Sunday, March 30, 2014

Reflections on 50 Years as an #ADJUNCT


‘I make a difference every day’. That is a slogan of the American Federation of teachers (AFT), and that is my goal every of my life. Who am I? I am an adjunct, a proud a dedicated adjunct, who makes a difference in the lives of students every day. I spent seven years in College becoming educated in my field so I could go out and teach others how to make the world a better place and how to have a successful career. Fortunately I was able to go to College on merit scholarships and did not have to amass a large student loan debt, as most students do today. I studied and worked hard, I read a lot, I took part in student demonstrations, and I kept up on current events. I was very optimistic and felt I was on a crusade to help change the world with a career in academia

That was fifty years ago. Today, I am a realist, and the reality is scary. While in graduate school studying History and Political Science, I taught myself accounting, figuring it would come in handy doing taxes for me and my family and friends. I never thought that I would make a living and raise a family as a controller rather than a professor. For thirty-five years I worked in private industry, while teaching one or two courses at night in a local college. When my sons were grown and married, my wife and I decided that it was now time for me to follow my real goal and go into college teaching full time. Ha! 

What a lunatic idea to think I could make a living in that manner! It was now the late 1980’s and a new breed of college instructors had inundated academia -- ADJUNCTS. The thought of full time faculty was outrageous according to the community and four year schools. They had discovered a gold-mine in adjuncts: could hire an adjunct for one-fourth of the pay of a full timer and not give any benefits or ‘waste’ and office space.


My life changed in 1988 and I soon became a full time adjunct. No, that is not an oxymoron. I began to make a living grabbing whatever classes I could at whatever colleges had openings. For 27 years I have been a ‘roads scholar’ traveling throughout central and northern New Jersey doing what I do best and love to do- teach. I have had much satisfaction in the success of many students and I have won awards and acclaim for my work. The problem is that I am working much harder now than I did thirty years ago, and taking inflation and the cost of living into account making less money. Does that bother me? Of course, but I am hopefully making a difference in my student’s lives. Is it fair to me and my fellow adjuncts? Of course not, and I have been attempting to change things.


Many times when I am in front of a classroom teaching about our government and our Bill of Rights, I think of myself as a hypocrite. How can I tell my students what civil liberties are afforded to them in the 1st ten amendments when I do not have them as an adjunct? 


Do I have freedom of speech? No, since I am restricted to lecture only on the material covered in the class. Do I have a right to peacefully assemble and complain to the administration? Not if I want a class next semester. Do I have freedom of press? Not if I want to put up a statement of protest on a bulletin board. Do I get a fair and speedy trial by an impartial jury when accused of doing something wrong, or am I simply admonished by the administration and found guilty unilaterally so I can be punished.
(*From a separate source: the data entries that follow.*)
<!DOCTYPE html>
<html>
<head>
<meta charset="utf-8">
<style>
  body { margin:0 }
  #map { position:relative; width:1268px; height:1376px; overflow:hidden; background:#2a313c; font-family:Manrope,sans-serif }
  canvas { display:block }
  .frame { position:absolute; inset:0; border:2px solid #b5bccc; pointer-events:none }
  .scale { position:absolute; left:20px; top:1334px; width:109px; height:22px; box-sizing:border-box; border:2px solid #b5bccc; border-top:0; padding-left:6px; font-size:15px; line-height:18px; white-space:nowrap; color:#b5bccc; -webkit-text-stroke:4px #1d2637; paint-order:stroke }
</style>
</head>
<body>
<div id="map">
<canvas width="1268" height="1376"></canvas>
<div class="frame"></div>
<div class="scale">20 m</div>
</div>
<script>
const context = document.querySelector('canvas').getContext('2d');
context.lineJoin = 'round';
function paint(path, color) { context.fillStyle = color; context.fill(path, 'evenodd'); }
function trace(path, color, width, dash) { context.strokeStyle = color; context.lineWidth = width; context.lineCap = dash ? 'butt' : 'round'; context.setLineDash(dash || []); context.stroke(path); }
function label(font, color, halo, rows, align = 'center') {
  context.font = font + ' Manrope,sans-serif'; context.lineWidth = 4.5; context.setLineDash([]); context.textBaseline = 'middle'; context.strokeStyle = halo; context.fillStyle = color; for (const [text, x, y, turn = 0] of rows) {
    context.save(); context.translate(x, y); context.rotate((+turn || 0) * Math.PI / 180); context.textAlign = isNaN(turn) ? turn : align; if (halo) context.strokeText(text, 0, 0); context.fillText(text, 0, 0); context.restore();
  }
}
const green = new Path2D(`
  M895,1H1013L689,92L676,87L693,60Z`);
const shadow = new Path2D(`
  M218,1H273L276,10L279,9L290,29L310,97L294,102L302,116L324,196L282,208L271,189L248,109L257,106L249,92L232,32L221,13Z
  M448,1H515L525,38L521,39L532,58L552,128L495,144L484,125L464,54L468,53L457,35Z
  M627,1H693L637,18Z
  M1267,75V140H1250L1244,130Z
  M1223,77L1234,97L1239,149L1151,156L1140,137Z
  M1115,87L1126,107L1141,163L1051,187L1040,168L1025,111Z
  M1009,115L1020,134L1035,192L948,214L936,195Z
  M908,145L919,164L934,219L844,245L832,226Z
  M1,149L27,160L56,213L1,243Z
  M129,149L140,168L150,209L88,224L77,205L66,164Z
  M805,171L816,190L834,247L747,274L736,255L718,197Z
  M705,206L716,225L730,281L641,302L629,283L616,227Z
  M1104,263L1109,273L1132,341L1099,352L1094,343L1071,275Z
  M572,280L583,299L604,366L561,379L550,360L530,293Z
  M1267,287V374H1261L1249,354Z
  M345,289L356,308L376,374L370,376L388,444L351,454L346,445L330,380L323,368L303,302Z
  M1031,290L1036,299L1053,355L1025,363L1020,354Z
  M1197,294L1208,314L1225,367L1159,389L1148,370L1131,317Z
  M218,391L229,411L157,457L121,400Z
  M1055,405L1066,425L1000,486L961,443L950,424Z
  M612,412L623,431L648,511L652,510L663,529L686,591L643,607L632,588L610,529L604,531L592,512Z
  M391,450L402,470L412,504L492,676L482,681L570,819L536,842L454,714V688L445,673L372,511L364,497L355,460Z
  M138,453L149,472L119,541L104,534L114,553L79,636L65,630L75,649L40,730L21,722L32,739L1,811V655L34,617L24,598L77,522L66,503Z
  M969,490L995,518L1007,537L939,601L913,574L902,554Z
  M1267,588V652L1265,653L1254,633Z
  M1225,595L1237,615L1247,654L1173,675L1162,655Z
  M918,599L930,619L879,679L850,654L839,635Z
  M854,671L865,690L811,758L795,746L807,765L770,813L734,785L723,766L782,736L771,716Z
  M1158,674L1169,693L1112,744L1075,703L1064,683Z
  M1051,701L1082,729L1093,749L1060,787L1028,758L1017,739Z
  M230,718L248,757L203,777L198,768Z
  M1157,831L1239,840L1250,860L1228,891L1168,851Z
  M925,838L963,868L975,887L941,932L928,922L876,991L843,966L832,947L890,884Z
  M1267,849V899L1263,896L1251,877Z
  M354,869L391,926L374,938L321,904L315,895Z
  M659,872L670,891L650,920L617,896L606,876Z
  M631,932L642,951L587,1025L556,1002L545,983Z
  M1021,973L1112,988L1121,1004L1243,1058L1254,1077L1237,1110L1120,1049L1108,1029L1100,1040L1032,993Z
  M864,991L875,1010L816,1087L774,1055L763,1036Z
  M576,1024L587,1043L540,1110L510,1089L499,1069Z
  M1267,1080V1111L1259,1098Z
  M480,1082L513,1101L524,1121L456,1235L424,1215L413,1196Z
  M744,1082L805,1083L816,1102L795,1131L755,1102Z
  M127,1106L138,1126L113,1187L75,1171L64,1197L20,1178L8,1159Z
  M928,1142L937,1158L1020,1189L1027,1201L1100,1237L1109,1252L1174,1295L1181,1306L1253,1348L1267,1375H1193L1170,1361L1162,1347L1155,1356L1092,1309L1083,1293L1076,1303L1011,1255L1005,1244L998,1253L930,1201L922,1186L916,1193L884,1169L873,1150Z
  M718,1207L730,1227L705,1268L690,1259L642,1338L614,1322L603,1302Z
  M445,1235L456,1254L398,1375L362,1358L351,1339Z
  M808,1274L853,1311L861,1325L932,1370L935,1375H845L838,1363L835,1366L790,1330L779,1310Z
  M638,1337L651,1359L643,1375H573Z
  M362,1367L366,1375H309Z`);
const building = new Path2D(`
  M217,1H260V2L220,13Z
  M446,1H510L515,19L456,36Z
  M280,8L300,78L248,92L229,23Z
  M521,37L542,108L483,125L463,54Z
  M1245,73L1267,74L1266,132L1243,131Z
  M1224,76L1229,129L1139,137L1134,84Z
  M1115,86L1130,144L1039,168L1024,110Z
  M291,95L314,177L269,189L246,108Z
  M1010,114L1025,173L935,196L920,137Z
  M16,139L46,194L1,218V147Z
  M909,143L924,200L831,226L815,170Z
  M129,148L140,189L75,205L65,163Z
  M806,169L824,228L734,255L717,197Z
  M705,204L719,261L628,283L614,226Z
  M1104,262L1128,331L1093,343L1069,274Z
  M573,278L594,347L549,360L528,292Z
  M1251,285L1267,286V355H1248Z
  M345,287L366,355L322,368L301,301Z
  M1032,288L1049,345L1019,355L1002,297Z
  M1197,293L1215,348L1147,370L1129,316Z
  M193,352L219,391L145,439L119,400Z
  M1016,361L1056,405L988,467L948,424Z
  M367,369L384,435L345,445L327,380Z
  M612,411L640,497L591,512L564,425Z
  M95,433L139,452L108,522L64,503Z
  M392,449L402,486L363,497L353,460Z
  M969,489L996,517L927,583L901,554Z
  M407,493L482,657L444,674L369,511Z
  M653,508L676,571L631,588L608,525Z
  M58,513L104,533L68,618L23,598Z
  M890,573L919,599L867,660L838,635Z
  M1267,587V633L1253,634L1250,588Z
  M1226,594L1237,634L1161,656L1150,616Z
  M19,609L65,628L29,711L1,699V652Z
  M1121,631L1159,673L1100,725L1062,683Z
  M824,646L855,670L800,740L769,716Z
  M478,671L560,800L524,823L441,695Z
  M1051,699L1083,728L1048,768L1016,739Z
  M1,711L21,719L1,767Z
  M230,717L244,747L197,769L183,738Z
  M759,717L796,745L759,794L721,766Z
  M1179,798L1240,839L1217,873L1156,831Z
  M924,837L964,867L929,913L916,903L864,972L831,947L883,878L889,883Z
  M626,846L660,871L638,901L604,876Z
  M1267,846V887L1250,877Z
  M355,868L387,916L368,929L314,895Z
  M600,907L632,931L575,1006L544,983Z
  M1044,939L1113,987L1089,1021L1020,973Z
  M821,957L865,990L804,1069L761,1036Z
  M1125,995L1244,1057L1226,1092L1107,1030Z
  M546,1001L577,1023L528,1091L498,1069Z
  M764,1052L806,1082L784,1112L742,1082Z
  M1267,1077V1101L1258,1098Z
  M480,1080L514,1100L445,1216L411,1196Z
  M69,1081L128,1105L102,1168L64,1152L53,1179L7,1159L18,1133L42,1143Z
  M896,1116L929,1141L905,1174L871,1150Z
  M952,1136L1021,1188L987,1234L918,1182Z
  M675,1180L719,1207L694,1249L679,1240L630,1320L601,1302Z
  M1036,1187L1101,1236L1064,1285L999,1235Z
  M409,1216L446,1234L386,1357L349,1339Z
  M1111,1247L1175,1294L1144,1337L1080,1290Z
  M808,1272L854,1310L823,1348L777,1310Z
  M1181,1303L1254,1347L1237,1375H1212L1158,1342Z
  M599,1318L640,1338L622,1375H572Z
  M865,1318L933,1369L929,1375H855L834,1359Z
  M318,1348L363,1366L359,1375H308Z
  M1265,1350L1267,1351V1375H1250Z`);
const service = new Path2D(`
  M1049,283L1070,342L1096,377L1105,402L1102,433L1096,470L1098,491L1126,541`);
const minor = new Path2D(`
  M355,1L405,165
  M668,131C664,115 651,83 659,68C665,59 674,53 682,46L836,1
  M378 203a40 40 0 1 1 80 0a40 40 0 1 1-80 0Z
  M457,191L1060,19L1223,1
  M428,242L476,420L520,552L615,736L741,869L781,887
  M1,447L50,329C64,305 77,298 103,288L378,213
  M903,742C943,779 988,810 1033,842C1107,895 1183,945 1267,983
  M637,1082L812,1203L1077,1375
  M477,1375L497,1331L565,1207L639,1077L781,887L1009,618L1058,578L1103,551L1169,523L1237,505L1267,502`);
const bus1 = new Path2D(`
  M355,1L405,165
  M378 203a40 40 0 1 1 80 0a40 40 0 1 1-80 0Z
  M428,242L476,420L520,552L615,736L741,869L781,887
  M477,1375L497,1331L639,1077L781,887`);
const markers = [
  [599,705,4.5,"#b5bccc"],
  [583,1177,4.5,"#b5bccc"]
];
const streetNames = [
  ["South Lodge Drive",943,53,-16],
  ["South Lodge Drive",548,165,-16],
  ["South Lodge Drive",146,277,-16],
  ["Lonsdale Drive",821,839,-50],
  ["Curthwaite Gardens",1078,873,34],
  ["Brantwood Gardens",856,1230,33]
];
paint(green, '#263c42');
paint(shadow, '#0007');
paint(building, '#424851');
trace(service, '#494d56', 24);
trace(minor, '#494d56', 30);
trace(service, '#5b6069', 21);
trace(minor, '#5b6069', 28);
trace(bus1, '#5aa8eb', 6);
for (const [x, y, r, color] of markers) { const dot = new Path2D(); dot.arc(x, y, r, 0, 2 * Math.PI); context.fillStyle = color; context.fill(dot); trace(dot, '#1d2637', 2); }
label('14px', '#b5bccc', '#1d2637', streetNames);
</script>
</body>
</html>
Am I protected against cruel and unusual punishment? No, I will either be let go or just not brought back. That is cruel. Do I have any rights, only those that we have laboriously negotiated for in our Union contract, and they are minimal.
So, my political scientist side says, why not have an Adjunct Bill of Rights? 



Why not put together rights by the adjuncts and for the adjuncts. This is what I have been fighting for during the past 15 years, the Three R’s of adjuncting- respect, recognition and recompense. Things have gotten better but as the expression goes ‘we have a long way baby’. My generation of adjuncts is literally a ‘dying breed’, and the younger ones coming in do not seem to have the same drive. We must keep the fires burning and motivate the newcomers. We can never settle for the secondary role we are given in colleges and universities. We must continue to fight for our rights and for equity. I do not want to think that my making a difference every day did not have an effect on the future.